確固たるオリジナリティがあるから装飾は要らない
──百怪ノ行列から浅草ジンタへと音楽的変遷を重ねていく中で、デスマーチ艦隊のような音楽を渇望するファンに対してジレンマはなかったですか。
「『今日は凶です恐怖です!』の頃にはもう客が入れ替わってましたからね。ただ、地方へ行くと批判が多かったのは事実で、ウッド・ベースを持ってない俺なんて、コアなファンから見ればあり得ない姿なわけですよ。だからまぁ、デスマーチ艦隊みたいなものを求める客には『分かれよ!』とは思ったけど、今の俺はこっちの道を選んだから、っていう感じでした。彼らにとってデスマーチ艦隊はひとつの答えだけど、俺にはそれが最初のステップに過ぎなかったし。その違いを説明できないから、当時は黙ってましたね。何を言われようがまだまだ全然これからだから、ただひたすら信じた道を行くしかなかったんです」
──そのスタンスが初期の傑作『浅草ロック』として結実するわけですから、まさに信は力なりですよね。
「『浅草ロック』の頃までには自分たちなりのエンターテイメント性を確立できた気がしますね。百怪ノ行列や浅草ジンタの1枚目まではコンセプチュアルな作品を生み出すことに腐心していたけど、その一方でずっと頭の中で引っかかっていたのはデスマーチ艦隊の時の『生まれてこのかた』や『椿』みたいな曲なんです。ああいう俺たちなりの土着的な匂いのするリアルな歌を唄いたくてマッハマーチジャポニカを組んだわけですけど、『浅草ロック』の頃まではそれよりもエンターテイメント性の高い分かりやすいことをやり続けたんですよ。完全に身体に染みつくまでずっと。そこである程度確立できたから、それ以降は『生まれてこのかた』みたいにエモーショナルな歌を如何にコンセプチュアルな音で形にするかにシフト・チェンジしたんですよね」
──デスマーチ艦隊の解散から『浅草ロック』までの4年間は、和尚の音楽人生にとって修養を積む重要な時期だったと言えますね。
「今みたいな活動のペースであの4年間を過ごしていたら、今の浅草ジンタはなかったでしょうね。ホントにディープにバンドと関わっていたし、売れる売れないは関係なく、如何に自分の目指す音楽性を確立するかに躍起になっていましたから」
──その意味でも、今回の再発は自分の恥部を見られるようなところがあるんでしょうね。

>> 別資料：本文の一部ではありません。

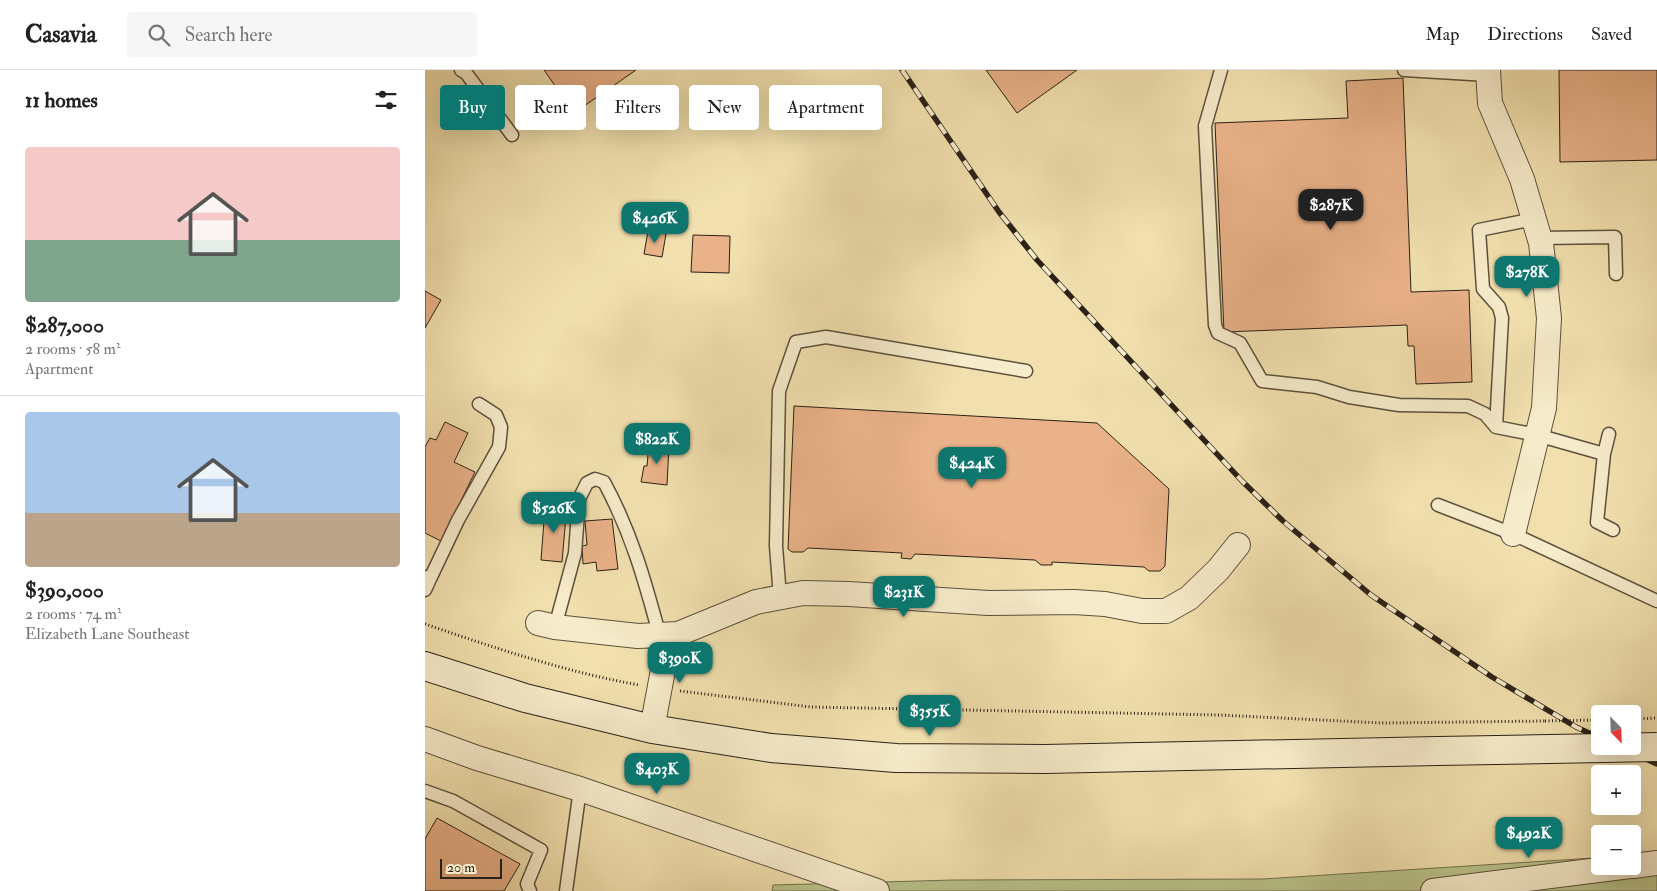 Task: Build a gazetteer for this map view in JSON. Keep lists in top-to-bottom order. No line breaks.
{"scale_bar":"20 m","north":"bottom right","page":{"header":"Casavia","search":"Search here","nav":["Map","Directions","Saved"],"heading":"11 homes","chip":["Buy","Rent","Filters","New","Apartment"],"list":[{"name":"$287,000","note":"2 rooms · 58 m² · Apartment"},{"name":"$390,000","note":"2 rooms · 74 m² · Elizabeth Lane Southeast"}],"price":["$287K","$426K","$278K","$822K","$424K","$526K","$231K","$390K","$355K","$403K","$492K"],"map_buttons":["+","−"],"scale":"20 m"}}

「うん、それはありますよ(笑)。浅草ジンタ名義のものは、写真も含めて未だにちょっと恥ずかしいですね。デスマーチ艦隊はもう振り切って、完全に向こう側のものだからいいんだけど」
──それを補う意味もあるのか、活動の場を世界に広げた2007年以降のベスト・アルバムも同時発売されるということで。
「現時点での代表曲を各アルバムからバランス良く選んだ感じですね。この中に『我慢出来ないのさ』っていう曲があるんですけど、実はこれ、百怪ノ行列の頃にやってた『エヴリー バディー 富士山バーン』っていう未発表曲(『「ここは浅草、恋の番外地」+8 Songs』に収録)を改作したものなんです。『~富士山バーン』は、“富士山が噴火するなんて話もあるし、もうどうにでもなっちゃえ!”みたいな歌なんですけど(笑)、『我慢出来ないのさ』はリアルな歌に変わってるんです。好みは人によって分かれると思うけど、『我慢出来ないのさ』はコンセプチュアルな部分を取り除いたシンプルな歌になってますね。面白味は『~富士山バーン』のほうがあるのかもしれないけど、そういう変化に百怪ノ行列と今の浅草ジンタの表現の違いが見て取れるんじゃないかなと」
──差し込む光で海の色が変わるように、表現する上で角度が違うだけなのかもしれないですね。
「今の俺たちはわざわざ『~富士山バーン』みたいなことを唄わなくても確固たるオリジナリティがあるから、装飾は要らないんですよ。浅草にフラッグを立てて、そこに根差した音楽を体現しているのが説明しなくても分かってもらえるはずなので」
──テイチクを離れて以降の浅草ジンタは、“ローカル・グローバル”を指針としながらギミックなしで真に迫る歌を具象化している印象が強いですね。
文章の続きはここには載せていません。